▶ _Exercise data_:

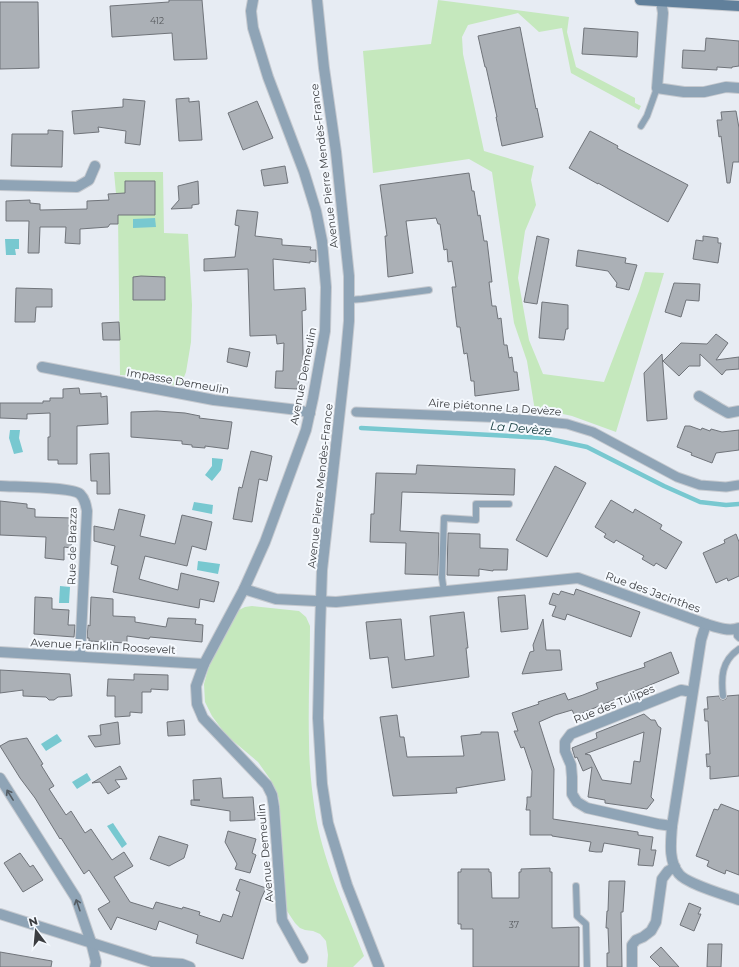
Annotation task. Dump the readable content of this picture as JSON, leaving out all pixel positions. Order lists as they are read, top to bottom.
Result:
{
  "streets": {
    "street": [
      "Avenue Pierre Mendès-France",
      "Avenue Demeulin",
      "Impasse Demeulin",
      "Aire piétonne La Devèze",
      "Rue de Brazza",
      "Rue des Jacinthes",
      "Avenue Franklin Roosevelt",
      "Rue des Tulipes"
    ]
  },
  "crossings": [
    ["Avenue Pierre Mendès-France", "Rue des Jacinthes"],
    ["Avenue Demeulin", "Impasse Demeulin"],
    ["Avenue Demeulin", "Avenue Franklin Roosevelt"],
    ["Rue de Brazza", "Avenue Franklin Roosevelt"],
    ["Rue des Jacinthes", "Rue des Tulipes"]
  ],
  "water": ["La Devèze"],
  "house_numbers": ["412", "37"],
  "north": "top"
}
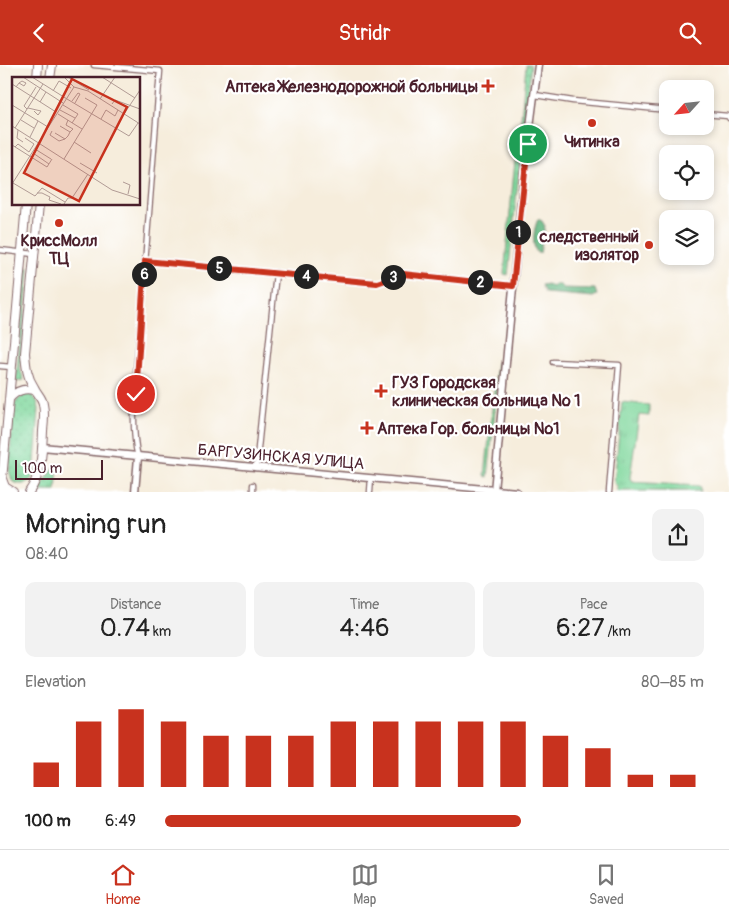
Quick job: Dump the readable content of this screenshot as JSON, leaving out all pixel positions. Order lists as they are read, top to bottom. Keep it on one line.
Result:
{"streets":{"main road":["БАРГУЗИНСКАЯ УЛИЦА"]},"places":{"health":["Аптека Железнодорожной больницы","ГУЗ Городская клиническая больница № 1","Аптека Гор. больницы №1"],"other":["Читинка","КриссМолл ТЦ","следственный изолятор"]},"scale_bar":"100 m","north":"bottom left","page":{"header":"Stridr","pins":["1","5","6","4","3","2"],"scale":"100 m","heading":["Morning run","08:40"],"stats":[["Distance","0.74 km"],["Time","4:46"],["Pace","6:27 /km"]],"chart":["Elevation","80–85 m"],"list":[{"name":"100 m","note":"6:49"}],"tabs":["Home","Map","Saved"]}}
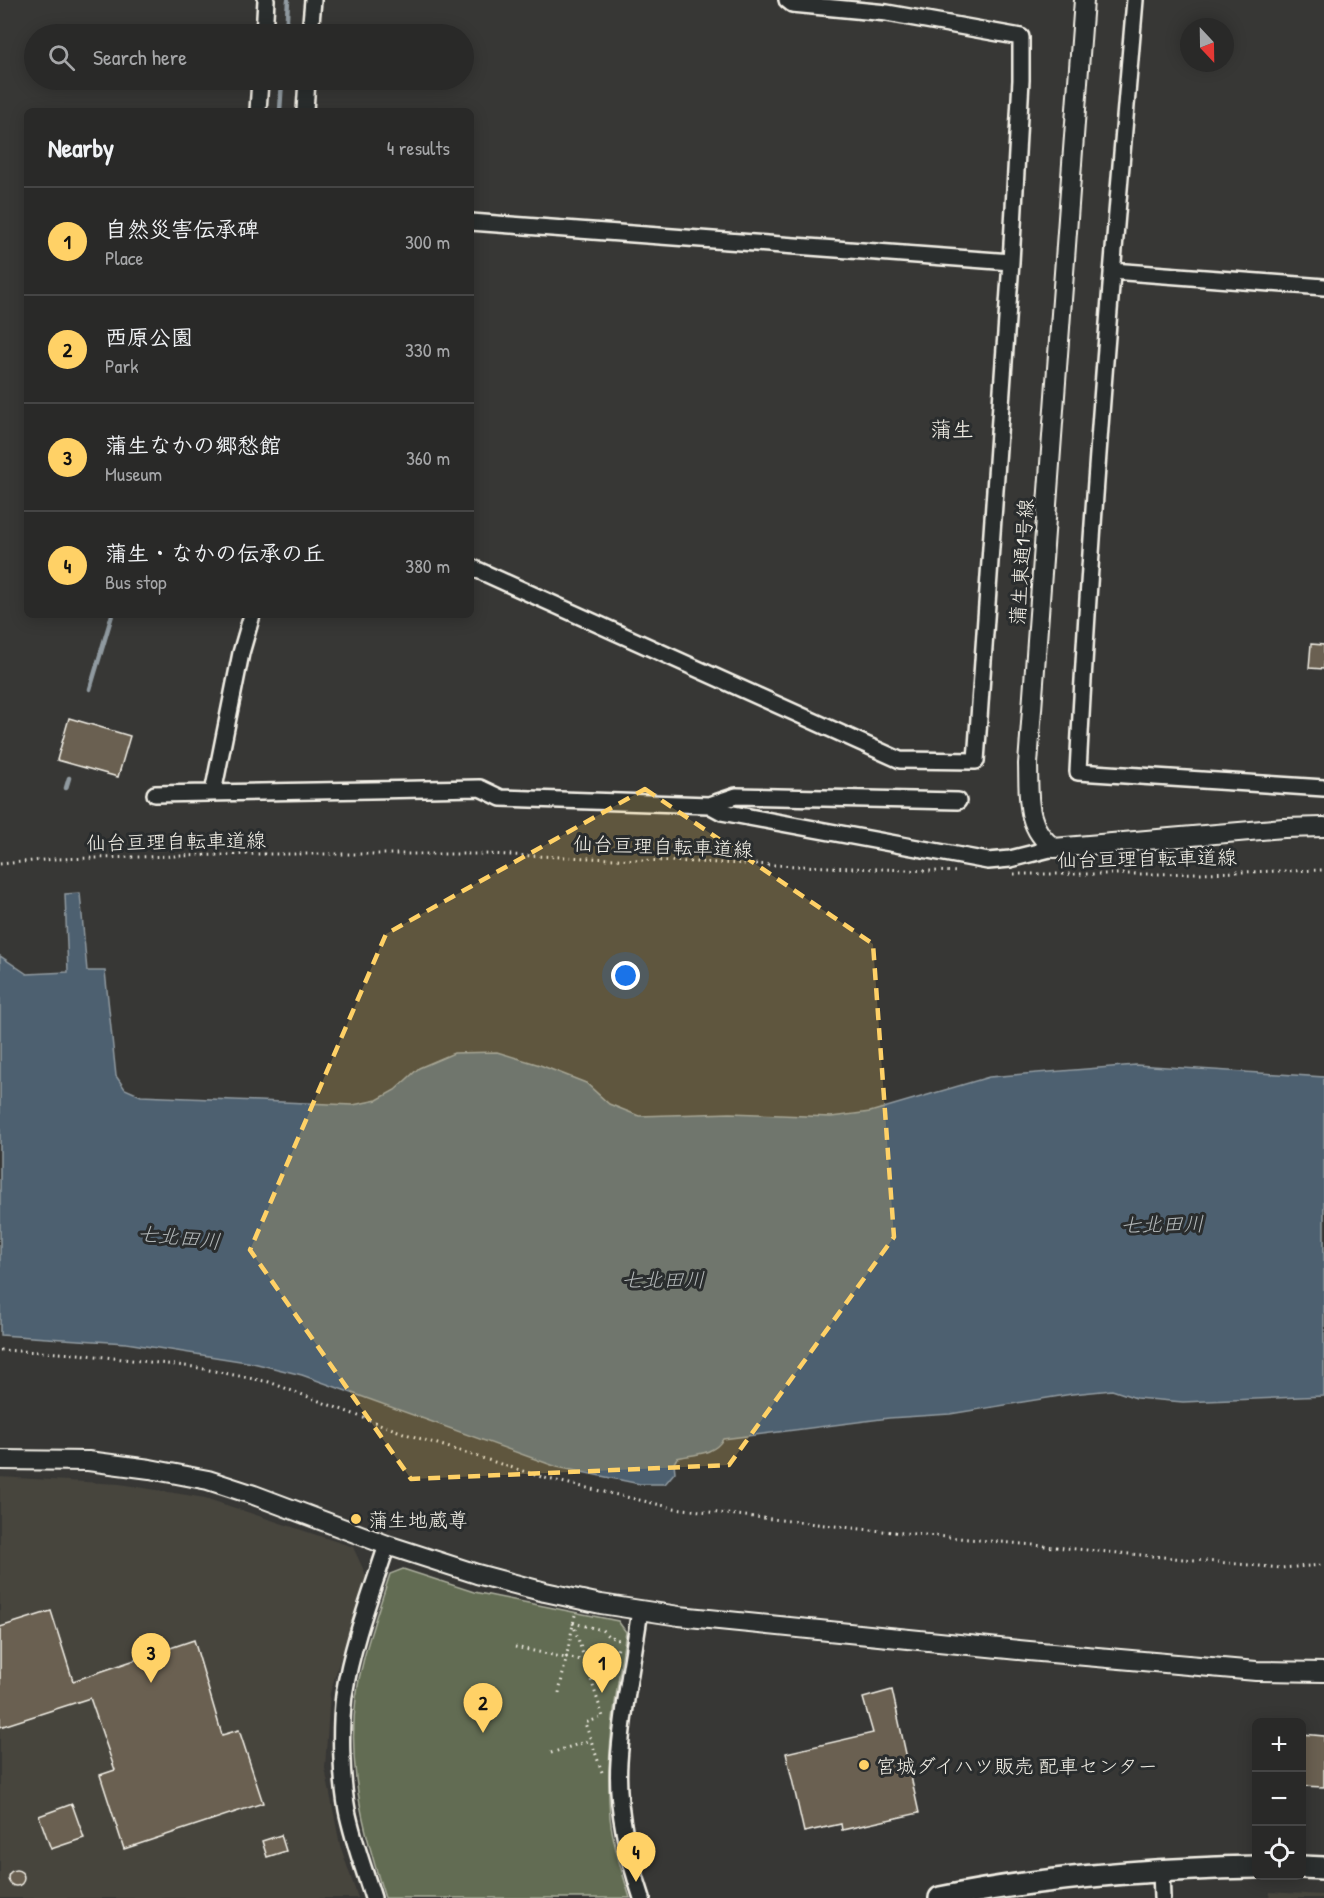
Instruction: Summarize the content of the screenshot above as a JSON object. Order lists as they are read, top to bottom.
{
  "streets": {
    "street": ["蒲生東通1号線"],
    "path": ["仙台亘理自転車道線"]
  },
  "districts": ["蒲生"],
  "water": ["七北田川"],
  "places": ["蒲生地蔵尊", "宮城ダイハツ販売 配車センター"],
  "north": "bottom",
  "page": {
    "search": "Search here",
    "heading": ["Nearby", "4 results"],
    "list": [
      {
        "mark": "1",
        "name": "自然災害伝承碑",
        "note": "Place",
        "value": "300 m"
      },
      {
        "mark": "2",
        "name": "西原公園",
        "note": "Park",
        "value": "330 m"
      },
      {
        "mark": "3",
        "name": "蒲生なかの郷愁館",
        "note": "Museum",
        "value": "360 m"
      },
      {
        "mark": "4",
        "name": "蒲生・なかの伝承の丘",
        "note": "Bus stop",
        "value": "380 m"
      }
    ],
    "pins": [
      "3",
      "1",
      "2",
      "4"
    ],
    "map_buttons": ["+", "−"]
  }
}
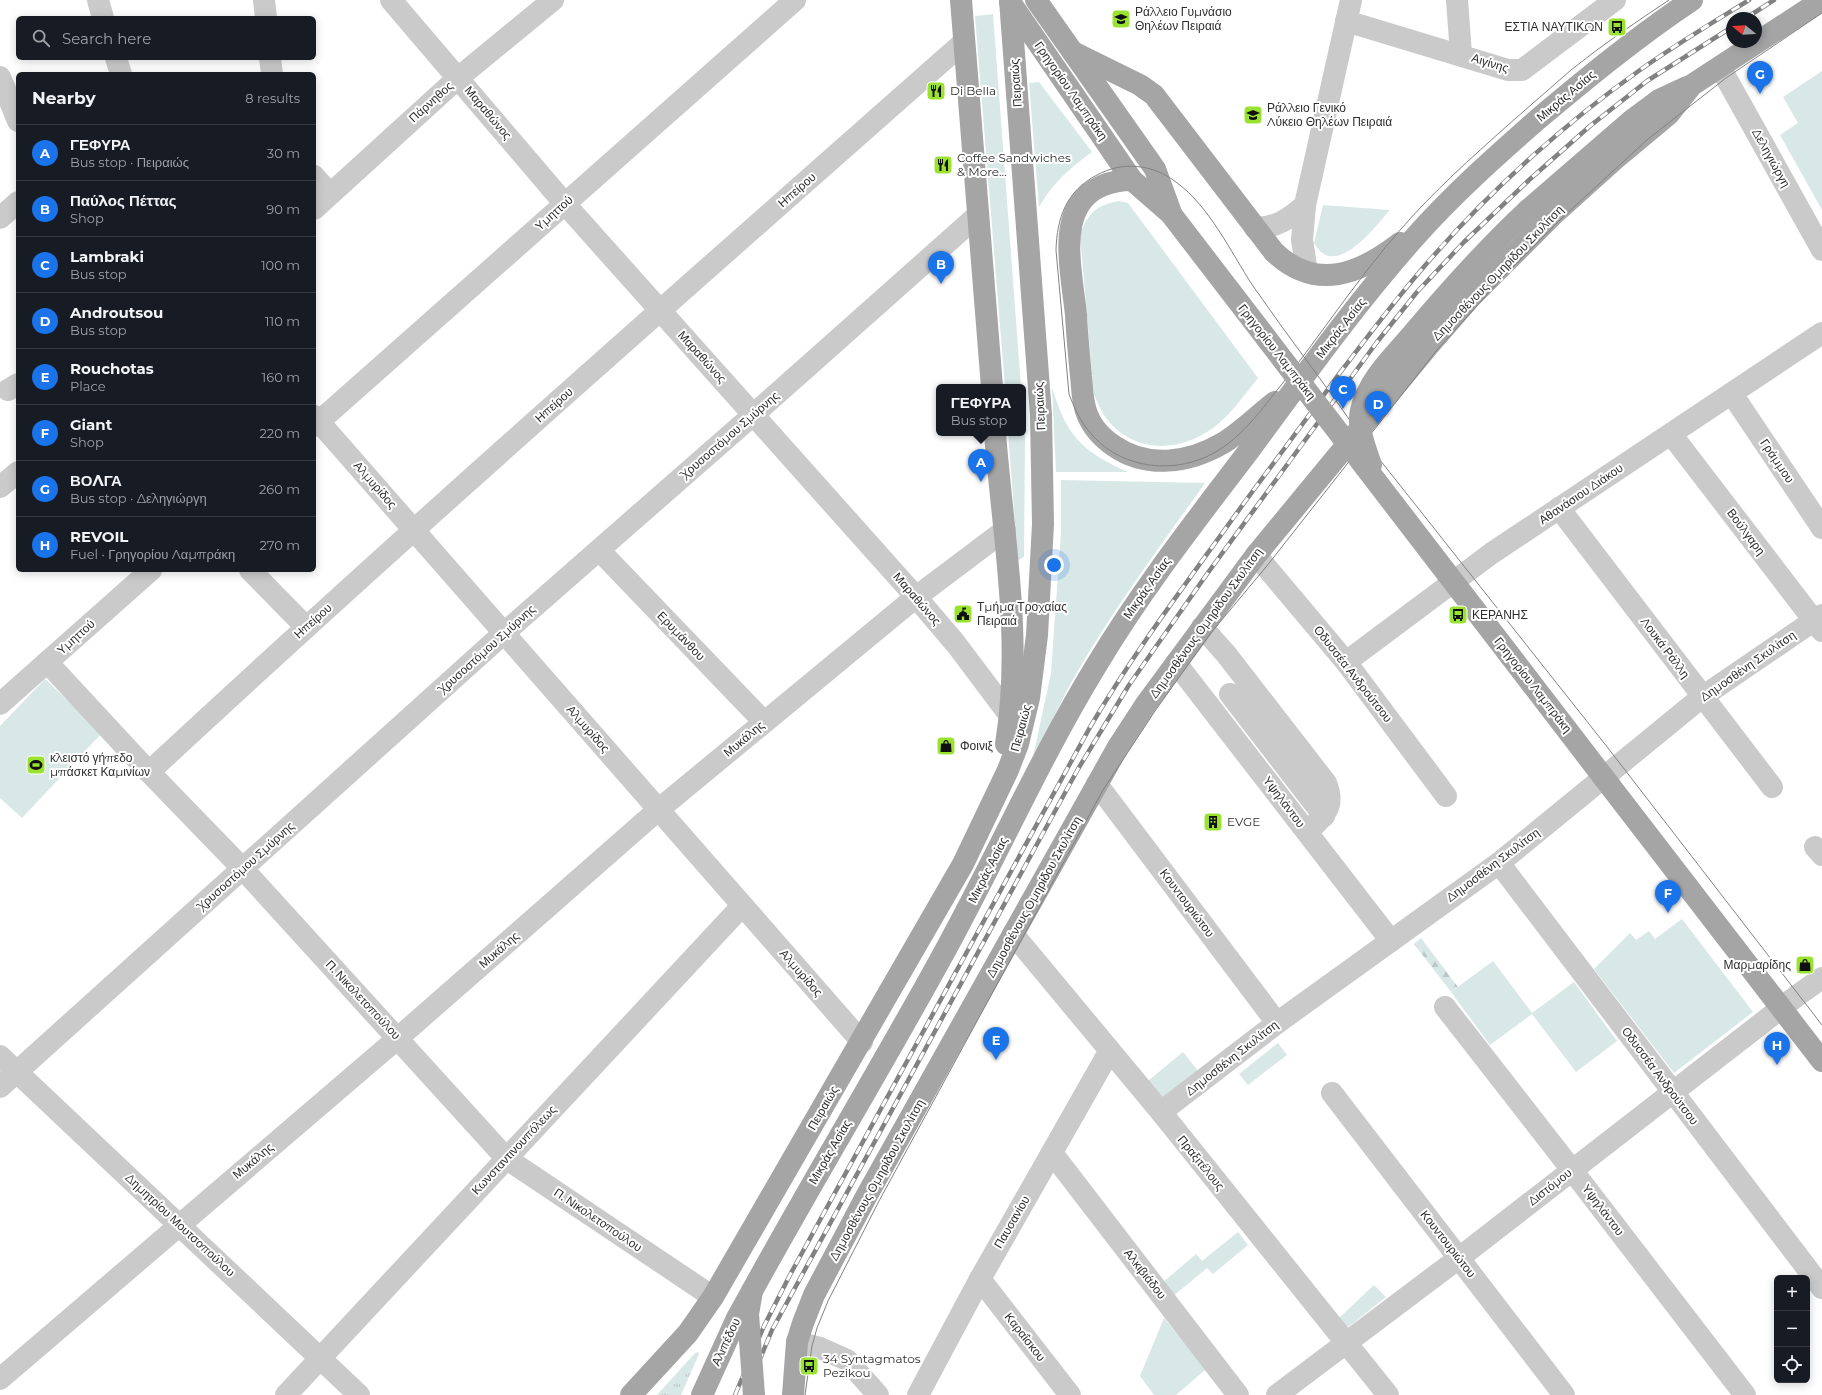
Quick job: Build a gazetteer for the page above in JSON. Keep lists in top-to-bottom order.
{
  "streets": {
    "main road": [
      "Πειραιώς",
      "Γρηγορίου Λαμπράκη",
      "Μικράς Ασίας",
      "Δημοσθένους Ομηρίδου Σκυλίτση",
      "Αλιπέδου"
    ],
    "street": [
      "Αιγίνης",
      "Πάρνηθος",
      "Μαραθώνος",
      "Δεληγιώργη",
      "Ηπείρου",
      "Υμηττού",
      "Χρυσοστόμου Σμύρνης",
      "Γράμμου",
      "Αλμυρίδος",
      "Αθανάσιου Διάκου",
      "Βούλγαρη",
      "Ερυμάνθου",
      "Λουκά Ράλλη",
      "Δημοσθένη Σκυλίτση",
      "Οδυσσέα Ανδρούτσου",
      "Μυκάλης",
      "Υψηλάντου",
      "Κουντουριώτου",
      "Π. Νικολετοπούλου",
      "Κωνσταντινουπόλεως",
      "Πραξιτέλους",
      "Διστόμου",
      "Παυσανίου",
      "Δημητρίου Μουτσοπούλου",
      "Αλκιβιάδου",
      "Καραΐσκου"
    ]
  },
  "crossings": [
    ["Πειραιώς", "Γρηγορίου Λαμπράκη"],
    ["Πειραιώς", "Μαραθώνος"],
    ["Πειραιώς", "Αλμυρίδος"],
    ["Πειραιώς", "Μυκάλης"],
    ["Πειραιώς", "Π. Νικολετοπούλου"],
    ["Γρηγορίου Λαμπράκη", "Δημοσθένη Σκυλίτση"],
    ["Γρηγορίου Λαμπράκη", "Διστόμου"],
    ["Μικράς Ασίας", "Αλιπέδου"],
    ["Πάρνηθος", "Μαραθώνος"],
    ["Μαραθώνος", "Ηπείρου"],
    ["Μαραθώνος", "Υμηττού"],
    ["Μαραθώνος", "Χρυσοστόμου Σμύρνης"],
    ["Μαραθώνος", "Μυκάλης"],
    ["Δεληγιώργη", "Δημοσθένους Ομηρίδου Σκυλίτση"],
    ["Ηπείρου", "Αλμυρίδος"],
    ["Ηπείρου", "Π. Νικολετοπούλου"],
    ["Υμηττού", "Αλμυρίδος"],
    ["Υμηττού", "Π. Νικολετοπούλου"],
    ["Δημοσθένους Ομηρίδου Σκυλίτση", "Οδυσσέα Ανδρούτσου"],
    ["Δημοσθένους Ομηρίδου Σκυλίτση", "Υψηλάντου"],
    ["Δημοσθένους Ομηρίδου Σκυλίτση", "Κουντουριώτου"],
    ["Δημοσθένους Ομηρίδου Σκυλίτση", "Πραξιτέλους"],
    ["Χρυσοστόμου Σμύρνης", "Αλμυρίδος"],
    ["Χρυσοστόμου Σμύρνης", "Ερυμάνθου"],
    ["Χρυσοστόμου Σμύρνης", "Π. Νικολετοπούλου"],
    ["Χρυσοστόμου Σμύρνης", "Δημητρίου Μουτσοπούλου"],
    ["Γράμμου", "Αθανάσιου Διάκου"],
    ["Αλμυρίδος", "Μυκάλης"],
    ["Αλμυρίδος", "Κωνσταντινουπόλεως"],
    ["Αθανάσιου Διάκου", "Βούλγαρη"],
    ["Αθανάσιου Διάκου", "Λουκά Ράλλη"],
    ["Αθανάσιου Διάκου", "Οδυσσέα Ανδρούτσου"],
    ["Βούλγαρη", "Δημοσθένη Σκυλίτση"],
    ["Ερυμάνθου", "Μυκάλης"],
    ["Λουκά Ράλλη", "Δημοσθένη Σκυλίτση"],
    ["Δημοσθένη Σκυλίτση", "Οδυσσέα Ανδρούτσου"],
    ["Δημοσθένη Σκυλίτση", "Υψηλάντου"],
    ["Δημοσθένη Σκυλίτση", "Κουντουριώτου"],
    ["Δημοσθένη Σκυλίτση", "Πραξιτέλους"],
    ["Οδυσσέα Ανδρούτσου", "Διστόμου"],
    ["Μυκάλης", "Π. Νικολετοπούλου"],
    ["Μυκάλης", "Δημητρίου Μουτσοπούλου"],
    ["Υψηλάντου", "Διστόμου"],
    ["Κουντουριώτου", "Διστόμου"],
    ["Π. Νικολετοπούλου", "Κωνσταντινουπόλεως"],
    ["Κωνσταντινουπόλεως", "Δημητρίου Μουτσοπούλου"],
    ["Πραξιτέλους", "Διστόμου"],
    ["Πραξιτέλους", "Παυσανίου"],
    ["Παυσανίου", "Αλκιβιάδου"],
    ["Παυσανίου", "Καραΐσκου"]
  ],
  "places": {
    "school or university": ["Ράλλειο Γυμνάσιο Θηλέων Πειραιά", "Ράλλειο Γενικό Λύκειο Θηλέων Πειραιά"],
    "bus stop": ["ΕΣΤΙΑ ΝΑΥΤΙΚΩΝ", "ΚΕΡΑΝΗΣ", "34 Syntagmatos Pezikou"],
    "restaurant": ["Di Bella", "Coffee Sandwiches & More..."],
    "public building": ["Τμήμα Τροχαίας Πειραιά"],
    "shop": ["Φοινιξ", "Μαρμαρίδης"],
    "sports": ["κλειστό γήπεδο μπάσκετ Καμινίων"],
    "building": ["EVGE"]
  },
  "north": "left",
  "page": {
    "search": "Search here",
    "pins": [
      "G",
      "B",
      "C",
      "D",
      "A",
      "F",
      "E",
      "H"
    ],
    "heading": ["Nearby", "8 results"],
    "list": [
      {
        "mark": "A",
        "name": "ΓΕΦΥΡΑ",
        "note": "Bus stop · Πειραιώς",
        "value": "30 m"
      },
      {
        "mark": "B",
        "name": "Παύλος Πέττας",
        "note": "Shop",
        "value": "90 m"
      },
      {
        "mark": "C",
        "name": "Lambraki",
        "note": "Bus stop",
        "value": "100 m"
      },
      {
        "mark": "D",
        "name": "Androutsou",
        "note": "Bus stop",
        "value": "110 m"
      },
      {
        "mark": "E",
        "name": "Rouchotas",
        "note": "Place",
        "value": "160 m"
      },
      {
        "mark": "F",
        "name": "Giant",
        "note": "Shop",
        "value": "220 m"
      },
      {
        "mark": "G",
        "name": "ΒΟΛΓΑ",
        "note": "Bus stop · Δεληγιώργη",
        "value": "260 m"
      },
      {
        "mark": "H",
        "name": "REVOIL",
        "note": "Fuel · Γρηγορίου Λαμπράκη",
        "value": "270 m"
      }
    ],
    "popup": ["ΓΕΦΥΡΑ", "Bus stop"],
    "map_buttons": ["+", "−"]
  }
}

▶ _Problem description_:
Report back every line of the entries in which "Quick" occurs.

▶ _Reply_:
Quick job: Dump the readable content of this screenshot as JSON, leaving out all pixel positions. Order lists as they are read, top to bottom. Keep it on one line.
Quick job: Build a gazetteer for the page above in JSON. Keep lists in top-to-bottom order.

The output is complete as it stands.